Technical Abstract: Hot-iron disbudding is a common, but painful, procedure for dairy calves in the United States and has been shown to alter autonomic function in the period immediately following the disbudding procedure. The purpose of this study was to evaluate whether pain-related stress resulting from disbudding was long-lasting and could be measured using heart rate variability, a proxy measure of autonomic nervous system (ANS) function. Twenty-five female Holstein calves (4 to 7 wk of age) were randomly assigned to 1 of 3 treatments: 1) sham disbud (SHAM; n = 9), 2) disbud with lidocaine/meloxicam pain mitigation (MED; n = 8), or 3) disbud without pain mitigation (NoMED; n = 8).
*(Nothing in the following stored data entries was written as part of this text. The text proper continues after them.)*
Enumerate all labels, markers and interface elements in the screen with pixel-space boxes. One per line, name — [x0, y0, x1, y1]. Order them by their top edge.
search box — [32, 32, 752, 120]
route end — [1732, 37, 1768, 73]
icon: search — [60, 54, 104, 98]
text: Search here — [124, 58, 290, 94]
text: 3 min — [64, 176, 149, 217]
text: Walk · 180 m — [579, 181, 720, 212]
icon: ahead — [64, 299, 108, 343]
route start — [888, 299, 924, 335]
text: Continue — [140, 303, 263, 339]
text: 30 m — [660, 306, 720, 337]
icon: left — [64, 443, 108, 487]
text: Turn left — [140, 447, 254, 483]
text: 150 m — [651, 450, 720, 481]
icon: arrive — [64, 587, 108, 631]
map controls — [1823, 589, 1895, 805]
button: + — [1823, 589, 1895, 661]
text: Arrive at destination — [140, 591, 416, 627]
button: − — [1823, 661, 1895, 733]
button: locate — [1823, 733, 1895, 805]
Heart rate variability was collected on d -1, 0, 1, 3, and 5 of the experimental procedure, with disbudding taking place on d 0. Additionally, blood was collected via jugular catheter at – 0.5, +0.5, +1, +2, +4, +8 and +24 h relative to disbudding for cortisol analysis. Plasma cortisol concentrations for NoMED calves were greater (45.9 ± 7.6 ng/mL) at +0.5 h post-disbudding compared to MED (11.4 ± 4.8 ng/mL; P = 0.03) and SHAM calves (10.5 ± 3.7 ng/mL; P = 0.003). Calves in the SHAM treatment group spent more time in an active posture (32.7 ± 2.6 %) than MED (21.2 ± 2.8 %; P = 0.02) and NoMED (22.1 ± 2.8 %; P = 0.03) calves. Average R-R interval (RR) was lower (P = 0.004) and the short-term detrended fluctuation analysis scaling exponent (DFA a1) was greater (P = 0.04) in MED calves compared to SHAM calves. In conclusion, RR and DFA a1 were altered in MED calves compared to SHAM calves, indicating increased stress as a result of the disbudding procedure. Calves in the NoMED group displayed an intermediate HRV response when compared to MED and SHAM calves, however numeric temporal changes to RR and DFA a1 in NoMED calves clearly mirrored MED calves instead of SHAM calves. These results may indicate that calves in the MED group also experienced pain-related stress as a result of the disbudding procedure. Future research on this topic should address additional potential confounding factors, such as the influence of the ANS’s role in wound healing, that may prohibit HRV measurement as an indicator of disbudding pain severity.